▶ [The task]
From the first line to the last, return the data exactly as written.

▶ [Dataset records]
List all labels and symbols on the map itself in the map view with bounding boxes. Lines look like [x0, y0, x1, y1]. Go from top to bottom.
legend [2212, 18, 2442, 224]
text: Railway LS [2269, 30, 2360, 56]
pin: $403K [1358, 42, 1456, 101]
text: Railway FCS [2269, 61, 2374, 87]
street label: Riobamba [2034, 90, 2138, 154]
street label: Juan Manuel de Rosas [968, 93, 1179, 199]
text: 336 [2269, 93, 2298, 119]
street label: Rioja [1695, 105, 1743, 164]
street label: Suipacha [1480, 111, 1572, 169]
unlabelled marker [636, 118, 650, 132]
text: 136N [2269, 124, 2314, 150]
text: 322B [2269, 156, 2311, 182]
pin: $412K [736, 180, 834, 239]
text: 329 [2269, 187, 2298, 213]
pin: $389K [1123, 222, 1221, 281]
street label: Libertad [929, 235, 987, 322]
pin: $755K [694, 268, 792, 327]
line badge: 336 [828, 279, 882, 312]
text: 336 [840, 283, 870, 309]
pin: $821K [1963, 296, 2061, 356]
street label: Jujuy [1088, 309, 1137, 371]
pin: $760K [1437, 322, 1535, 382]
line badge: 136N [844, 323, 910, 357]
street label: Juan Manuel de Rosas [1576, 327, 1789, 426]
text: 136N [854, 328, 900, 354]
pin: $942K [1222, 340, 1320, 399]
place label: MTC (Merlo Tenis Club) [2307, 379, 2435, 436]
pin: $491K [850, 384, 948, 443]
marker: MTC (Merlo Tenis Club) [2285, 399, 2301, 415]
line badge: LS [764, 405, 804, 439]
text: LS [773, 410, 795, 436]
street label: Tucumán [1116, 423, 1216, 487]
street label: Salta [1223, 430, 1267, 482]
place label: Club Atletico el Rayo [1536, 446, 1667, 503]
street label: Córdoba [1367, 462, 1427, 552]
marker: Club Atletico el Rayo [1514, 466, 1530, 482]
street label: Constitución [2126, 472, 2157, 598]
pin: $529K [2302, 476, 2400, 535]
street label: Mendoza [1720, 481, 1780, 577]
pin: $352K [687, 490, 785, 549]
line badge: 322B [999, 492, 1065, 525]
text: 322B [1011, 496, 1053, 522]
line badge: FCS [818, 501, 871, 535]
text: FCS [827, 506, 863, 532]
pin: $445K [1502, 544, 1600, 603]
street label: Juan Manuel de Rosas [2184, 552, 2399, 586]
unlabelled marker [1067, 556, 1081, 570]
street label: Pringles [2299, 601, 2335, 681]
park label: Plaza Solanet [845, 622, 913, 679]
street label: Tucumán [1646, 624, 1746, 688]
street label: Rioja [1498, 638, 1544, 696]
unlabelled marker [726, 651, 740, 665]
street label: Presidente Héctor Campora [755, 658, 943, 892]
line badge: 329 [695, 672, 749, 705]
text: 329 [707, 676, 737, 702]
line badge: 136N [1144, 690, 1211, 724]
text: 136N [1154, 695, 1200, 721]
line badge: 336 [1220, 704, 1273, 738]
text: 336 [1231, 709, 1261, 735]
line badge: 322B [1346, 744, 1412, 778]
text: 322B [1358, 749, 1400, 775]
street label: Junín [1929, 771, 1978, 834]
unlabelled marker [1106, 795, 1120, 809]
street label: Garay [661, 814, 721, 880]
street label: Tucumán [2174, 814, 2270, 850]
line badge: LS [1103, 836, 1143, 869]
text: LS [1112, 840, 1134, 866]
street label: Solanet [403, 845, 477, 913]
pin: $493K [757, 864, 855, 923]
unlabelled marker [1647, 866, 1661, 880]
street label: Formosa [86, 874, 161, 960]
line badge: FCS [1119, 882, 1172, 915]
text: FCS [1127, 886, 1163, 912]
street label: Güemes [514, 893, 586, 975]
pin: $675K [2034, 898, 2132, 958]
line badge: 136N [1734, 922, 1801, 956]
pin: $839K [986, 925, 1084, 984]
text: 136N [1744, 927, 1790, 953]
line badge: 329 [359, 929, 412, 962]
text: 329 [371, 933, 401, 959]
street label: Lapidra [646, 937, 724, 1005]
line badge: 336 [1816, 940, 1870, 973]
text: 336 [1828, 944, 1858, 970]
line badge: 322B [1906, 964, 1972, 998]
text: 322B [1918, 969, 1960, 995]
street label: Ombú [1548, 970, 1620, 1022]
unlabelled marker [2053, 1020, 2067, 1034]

▶ [Response for this exercise]
List all labels and symbols on the map itself in the map view with bounding boxes. Lines look like [x0, y0, x1, y1]. Go from top to bottom.
legend [2212, 18, 2442, 224]
text: Railway LS [2269, 30, 2360, 56]
pin: $403K [1358, 42, 1456, 101]
text: Railway FCS [2269, 61, 2374, 87]
street label: Riobamba [2034, 90, 2138, 154]
street label: Juan Manuel de Rosas [968, 93, 1179, 199]
text: 336 [2269, 93, 2298, 119]
street label: Rioja [1695, 105, 1743, 164]
street label: Suipacha [1480, 111, 1572, 169]
unlabelled marker [636, 118, 650, 132]
text: 136N [2269, 124, 2314, 150]
text: 322B [2269, 156, 2311, 182]
pin: $412K [736, 180, 834, 239]
text: 329 [2269, 187, 2298, 213]
pin: $389K [1123, 222, 1221, 281]
street label: Libertad [929, 235, 987, 322]
pin: $755K [694, 268, 792, 327]
line badge: 336 [828, 279, 882, 312]
text: 336 [840, 283, 870, 309]
pin: $821K [1963, 296, 2061, 356]
street label: Jujuy [1088, 309, 1137, 371]
pin: $760K [1437, 322, 1535, 382]
line badge: 136N [844, 323, 910, 357]
street label: Juan Manuel de Rosas [1576, 327, 1789, 426]
text: 136N [854, 328, 900, 354]
pin: $942K [1222, 340, 1320, 399]
place label: MTC (Merlo Tenis Club) [2307, 379, 2435, 436]
pin: $491K [850, 384, 948, 443]
marker: MTC (Merlo Tenis Club) [2285, 399, 2301, 415]
line badge: LS [764, 405, 804, 439]
text: LS [773, 410, 795, 436]
street label: Tucumán [1116, 423, 1216, 487]
street label: Salta [1223, 430, 1267, 482]
place label: Club Atletico el Rayo [1536, 446, 1667, 503]
street label: Córdoba [1367, 462, 1427, 552]
marker: Club Atletico el Rayo [1514, 466, 1530, 482]
street label: Constitución [2126, 472, 2157, 598]
pin: $529K [2302, 476, 2400, 535]
street label: Mendoza [1720, 481, 1780, 577]
pin: $352K [687, 490, 785, 549]
line badge: 322B [999, 492, 1065, 525]
text: 322B [1011, 496, 1053, 522]
line badge: FCS [818, 501, 871, 535]
text: FCS [827, 506, 863, 532]
pin: $445K [1502, 544, 1600, 603]
street label: Juan Manuel de Rosas [2184, 552, 2399, 586]
unlabelled marker [1067, 556, 1081, 570]
street label: Pringles [2299, 601, 2335, 681]
park label: Plaza Solanet [845, 622, 913, 679]
street label: Tucumán [1646, 624, 1746, 688]
street label: Rioja [1498, 638, 1544, 696]
unlabelled marker [726, 651, 740, 665]
street label: Presidente Héctor Campora [755, 658, 943, 892]
line badge: 329 [695, 672, 749, 705]
text: 329 [707, 676, 737, 702]
line badge: 136N [1144, 690, 1211, 724]
text: 136N [1154, 695, 1200, 721]
line badge: 336 [1220, 704, 1273, 738]
text: 336 [1231, 709, 1261, 735]
line badge: 322B [1346, 744, 1412, 778]
text: 322B [1358, 749, 1400, 775]
street label: Junín [1929, 771, 1978, 834]
unlabelled marker [1106, 795, 1120, 809]
street label: Garay [661, 814, 721, 880]
street label: Tucumán [2174, 814, 2270, 850]
line badge: LS [1103, 836, 1143, 869]
text: LS [1112, 840, 1134, 866]
street label: Solanet [403, 845, 477, 913]
pin: $493K [757, 864, 855, 923]
unlabelled marker [1647, 866, 1661, 880]
street label: Formosa [86, 874, 161, 960]
line badge: FCS [1119, 882, 1172, 915]
text: FCS [1127, 886, 1163, 912]
street label: Güemes [514, 893, 586, 975]
pin: $675K [2034, 898, 2132, 958]
line badge: 136N [1734, 922, 1801, 956]
pin: $839K [986, 925, 1084, 984]
text: 136N [1744, 927, 1790, 953]
line badge: 329 [359, 929, 412, 962]
text: 329 [371, 933, 401, 959]
street label: Lapidra [646, 937, 724, 1005]
line badge: 336 [1816, 940, 1870, 973]
text: 336 [1828, 944, 1858, 970]
line badge: 322B [1906, 964, 1972, 998]
text: 322B [1918, 969, 1960, 995]
street label: Ombú [1548, 970, 1620, 1022]
unlabelled marker [2053, 1020, 2067, 1034]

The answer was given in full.